Multi-Channel Swin Transformer Framework for Bearing Remaining Useful Life Prediction
Ali Mohajerzarrinkelk, Maryam Ahang, Mehran Zoravar, Mostafa Abbasi, Homayoun Najjaran
TL;DR
The paper tackles bearing Remaining Useful Life prediction under noisy, multi-condition operation by introducing MCSFormer, a framework that fuses wavelet-based denoising, Wavelet Packet Decomposition, and a multi-channel Swin Transformer with a hierarchical attention-based fusion. The approach includes a dual-channel convolutional front-end, time-frequency 64×64 representations, and a regression head guided by a custom loss that penalizes late predictions, achieving improved MAE and scoring in intra- and cross-condition tests on the PRONOSTIA dataset. Key contributions include the integration of WPD-derived features with a scalable transformer backbone, and a loss function that prioritizes timely maintenance decisions, reducing operational risks. Practically, MCSFormer demonstrates strong noise resilience, generalization across conditions, and a safety-focused performance profile for predictive maintenance deployments.
Abstract
Precise estimation of the Remaining Useful Life (RUL) of rolling bearings is an important consideration to avoid unexpected failures, reduce downtime, and promote safety and efficiency in industrial systems.

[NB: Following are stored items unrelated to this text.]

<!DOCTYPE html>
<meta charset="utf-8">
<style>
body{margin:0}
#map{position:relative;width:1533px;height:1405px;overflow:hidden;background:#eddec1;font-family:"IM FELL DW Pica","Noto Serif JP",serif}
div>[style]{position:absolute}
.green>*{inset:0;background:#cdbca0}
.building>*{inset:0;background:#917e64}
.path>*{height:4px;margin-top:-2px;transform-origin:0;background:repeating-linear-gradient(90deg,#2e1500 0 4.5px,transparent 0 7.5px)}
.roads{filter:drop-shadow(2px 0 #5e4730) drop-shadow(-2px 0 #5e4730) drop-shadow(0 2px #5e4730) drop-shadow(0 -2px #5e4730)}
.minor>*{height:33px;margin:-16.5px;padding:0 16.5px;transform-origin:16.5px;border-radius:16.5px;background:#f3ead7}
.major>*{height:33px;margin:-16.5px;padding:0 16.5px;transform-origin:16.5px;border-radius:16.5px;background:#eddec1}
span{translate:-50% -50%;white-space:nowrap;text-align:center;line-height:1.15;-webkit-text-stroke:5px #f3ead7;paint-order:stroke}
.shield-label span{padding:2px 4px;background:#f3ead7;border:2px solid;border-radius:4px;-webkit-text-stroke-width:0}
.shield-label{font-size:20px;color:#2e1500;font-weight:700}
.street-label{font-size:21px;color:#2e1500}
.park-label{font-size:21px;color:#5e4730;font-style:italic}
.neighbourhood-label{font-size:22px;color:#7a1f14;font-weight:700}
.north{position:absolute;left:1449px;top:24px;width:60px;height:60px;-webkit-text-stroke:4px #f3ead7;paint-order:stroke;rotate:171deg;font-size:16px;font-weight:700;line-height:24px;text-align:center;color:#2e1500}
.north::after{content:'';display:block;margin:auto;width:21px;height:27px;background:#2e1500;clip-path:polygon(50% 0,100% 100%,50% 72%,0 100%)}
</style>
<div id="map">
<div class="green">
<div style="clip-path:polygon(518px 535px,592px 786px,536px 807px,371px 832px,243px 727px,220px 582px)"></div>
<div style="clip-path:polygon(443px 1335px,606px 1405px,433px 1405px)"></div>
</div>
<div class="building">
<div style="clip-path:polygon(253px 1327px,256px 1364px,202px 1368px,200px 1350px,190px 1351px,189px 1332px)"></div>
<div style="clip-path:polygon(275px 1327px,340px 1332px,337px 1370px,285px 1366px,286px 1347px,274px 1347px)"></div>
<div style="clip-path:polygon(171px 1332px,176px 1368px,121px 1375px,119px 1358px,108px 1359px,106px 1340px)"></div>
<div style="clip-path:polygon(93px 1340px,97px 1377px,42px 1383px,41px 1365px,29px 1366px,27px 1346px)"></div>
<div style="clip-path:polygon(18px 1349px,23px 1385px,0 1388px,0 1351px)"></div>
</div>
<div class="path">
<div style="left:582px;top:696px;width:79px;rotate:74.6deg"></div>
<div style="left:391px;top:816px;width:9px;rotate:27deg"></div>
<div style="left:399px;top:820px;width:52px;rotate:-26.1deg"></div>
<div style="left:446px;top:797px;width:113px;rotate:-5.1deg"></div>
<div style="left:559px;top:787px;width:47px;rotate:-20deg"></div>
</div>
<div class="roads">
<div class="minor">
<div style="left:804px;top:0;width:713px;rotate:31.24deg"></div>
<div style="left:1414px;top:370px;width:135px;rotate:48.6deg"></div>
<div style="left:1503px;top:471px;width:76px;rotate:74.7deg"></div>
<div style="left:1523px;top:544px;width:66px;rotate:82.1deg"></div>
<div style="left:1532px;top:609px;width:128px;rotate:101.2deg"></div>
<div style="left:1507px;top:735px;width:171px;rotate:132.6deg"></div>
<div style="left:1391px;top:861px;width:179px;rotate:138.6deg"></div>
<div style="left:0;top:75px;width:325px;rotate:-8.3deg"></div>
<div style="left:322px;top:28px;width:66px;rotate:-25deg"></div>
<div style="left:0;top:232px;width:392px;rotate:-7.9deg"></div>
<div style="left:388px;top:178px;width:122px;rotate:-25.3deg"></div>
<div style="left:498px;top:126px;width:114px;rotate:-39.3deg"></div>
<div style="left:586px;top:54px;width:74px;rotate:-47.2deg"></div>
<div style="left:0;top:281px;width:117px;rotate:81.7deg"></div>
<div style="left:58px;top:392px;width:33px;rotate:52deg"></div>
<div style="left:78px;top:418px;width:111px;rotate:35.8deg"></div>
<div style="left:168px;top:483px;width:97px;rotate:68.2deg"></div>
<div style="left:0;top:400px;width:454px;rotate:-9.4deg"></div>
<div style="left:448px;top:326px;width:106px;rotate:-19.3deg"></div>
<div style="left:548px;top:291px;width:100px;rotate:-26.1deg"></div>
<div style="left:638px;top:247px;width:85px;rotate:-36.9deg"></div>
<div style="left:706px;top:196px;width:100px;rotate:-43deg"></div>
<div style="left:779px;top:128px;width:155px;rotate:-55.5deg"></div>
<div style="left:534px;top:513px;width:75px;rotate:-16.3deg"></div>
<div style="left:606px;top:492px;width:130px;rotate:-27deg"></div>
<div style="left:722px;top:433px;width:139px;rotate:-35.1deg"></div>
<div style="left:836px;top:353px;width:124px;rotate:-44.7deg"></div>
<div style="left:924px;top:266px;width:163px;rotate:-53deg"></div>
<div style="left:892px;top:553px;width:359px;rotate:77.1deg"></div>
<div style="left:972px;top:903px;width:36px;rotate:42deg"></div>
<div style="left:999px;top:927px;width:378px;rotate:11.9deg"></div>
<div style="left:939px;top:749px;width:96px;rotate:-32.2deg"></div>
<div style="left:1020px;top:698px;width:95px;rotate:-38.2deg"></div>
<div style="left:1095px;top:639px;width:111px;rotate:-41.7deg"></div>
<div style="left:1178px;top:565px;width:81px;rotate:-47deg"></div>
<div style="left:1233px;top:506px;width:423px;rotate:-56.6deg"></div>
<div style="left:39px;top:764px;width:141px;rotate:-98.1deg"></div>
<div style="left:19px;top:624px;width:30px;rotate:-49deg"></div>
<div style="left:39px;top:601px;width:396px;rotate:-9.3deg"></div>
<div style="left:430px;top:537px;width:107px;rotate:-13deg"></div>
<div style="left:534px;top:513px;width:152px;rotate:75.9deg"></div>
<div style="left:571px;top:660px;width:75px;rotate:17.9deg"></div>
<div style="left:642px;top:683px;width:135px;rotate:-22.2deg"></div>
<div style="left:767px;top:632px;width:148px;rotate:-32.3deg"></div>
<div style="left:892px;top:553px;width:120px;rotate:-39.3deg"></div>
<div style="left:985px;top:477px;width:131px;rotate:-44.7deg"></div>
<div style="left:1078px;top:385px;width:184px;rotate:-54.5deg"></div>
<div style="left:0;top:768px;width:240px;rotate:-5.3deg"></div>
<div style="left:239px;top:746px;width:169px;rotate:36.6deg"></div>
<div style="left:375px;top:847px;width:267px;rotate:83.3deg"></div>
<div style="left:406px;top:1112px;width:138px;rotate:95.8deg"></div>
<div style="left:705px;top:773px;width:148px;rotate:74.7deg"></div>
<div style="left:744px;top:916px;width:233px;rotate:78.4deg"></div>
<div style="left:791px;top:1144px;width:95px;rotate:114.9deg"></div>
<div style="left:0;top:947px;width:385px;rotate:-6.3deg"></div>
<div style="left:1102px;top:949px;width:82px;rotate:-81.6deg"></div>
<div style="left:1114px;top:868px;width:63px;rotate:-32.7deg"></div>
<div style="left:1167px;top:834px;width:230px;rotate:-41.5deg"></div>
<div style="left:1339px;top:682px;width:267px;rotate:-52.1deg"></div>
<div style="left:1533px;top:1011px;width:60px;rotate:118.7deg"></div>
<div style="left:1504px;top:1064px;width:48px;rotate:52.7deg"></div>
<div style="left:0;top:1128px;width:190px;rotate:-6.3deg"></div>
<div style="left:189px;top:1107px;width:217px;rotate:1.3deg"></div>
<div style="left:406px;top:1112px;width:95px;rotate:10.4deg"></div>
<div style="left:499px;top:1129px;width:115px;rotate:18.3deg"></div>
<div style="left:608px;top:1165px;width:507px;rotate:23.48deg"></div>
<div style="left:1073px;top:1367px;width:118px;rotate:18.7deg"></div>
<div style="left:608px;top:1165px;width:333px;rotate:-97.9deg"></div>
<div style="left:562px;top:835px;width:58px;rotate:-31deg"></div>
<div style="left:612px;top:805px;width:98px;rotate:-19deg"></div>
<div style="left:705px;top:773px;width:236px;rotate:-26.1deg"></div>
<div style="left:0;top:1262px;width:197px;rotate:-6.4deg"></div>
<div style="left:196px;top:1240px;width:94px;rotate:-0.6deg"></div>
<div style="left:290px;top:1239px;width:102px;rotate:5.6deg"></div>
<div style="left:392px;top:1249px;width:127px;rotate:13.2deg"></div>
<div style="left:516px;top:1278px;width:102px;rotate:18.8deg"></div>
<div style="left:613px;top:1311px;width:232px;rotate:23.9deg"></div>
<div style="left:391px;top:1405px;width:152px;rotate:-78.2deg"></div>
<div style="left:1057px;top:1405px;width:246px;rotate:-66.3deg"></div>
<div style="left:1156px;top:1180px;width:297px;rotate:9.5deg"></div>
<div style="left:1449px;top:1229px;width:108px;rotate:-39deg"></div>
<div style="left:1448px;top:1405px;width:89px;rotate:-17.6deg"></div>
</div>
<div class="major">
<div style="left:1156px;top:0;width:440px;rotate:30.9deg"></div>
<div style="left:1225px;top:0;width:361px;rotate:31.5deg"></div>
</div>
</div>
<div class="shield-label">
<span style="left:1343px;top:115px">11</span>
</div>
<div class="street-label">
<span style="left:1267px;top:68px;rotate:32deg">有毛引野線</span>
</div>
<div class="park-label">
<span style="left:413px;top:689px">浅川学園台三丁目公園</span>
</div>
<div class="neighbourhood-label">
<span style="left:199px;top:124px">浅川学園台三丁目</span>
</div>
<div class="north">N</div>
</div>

Complications in degradation trends, noise presence, and the necessity to detect faults in advance make estimation of RUL a challenging task. This paper introduces a novel framework that combines wavelet-based denoising method, Wavelet Packet Decomposition (WPD), and a customized multi-channel Swin Transformer model (MCSFormer) to address these problems. With attention mechanisms incorporated for feature fusion, the model is designed to learn global and local degradation patterns utilizing hierarchical representations for enhancing predictive performance. Additionally, a customized loss function is developed as a key distinction of this work to differentiate between early and late predictions, prioritizing accurate early detection and minimizing the high operation risks of late predictions. The proposed model was evaluated with the PRONOSTIA dataset using three experiments. Intra-condition experiments demonstrated that MCSFormer outperformed state-of-the-art models, including the Adaptive Transformer, MDAN, and CNN-SRU, achieving 41%, 64%, and 69% lower MAE on average across different operating conditions, respectively. In terms of cross-condition testing, it achieved superior generalization under varying operating conditions compared to the adapted ViT and Swin Transformer. Lastly, the custom loss function effectively reduced late predictions, as evidenced in a 6.3% improvement in the scoring metric while maintaining competitive overall performance. The model's robust noise resistance, generalization capability, and focus on safety make MCSFormer a trustworthy and effective predictive maintenance tool in industrial applications.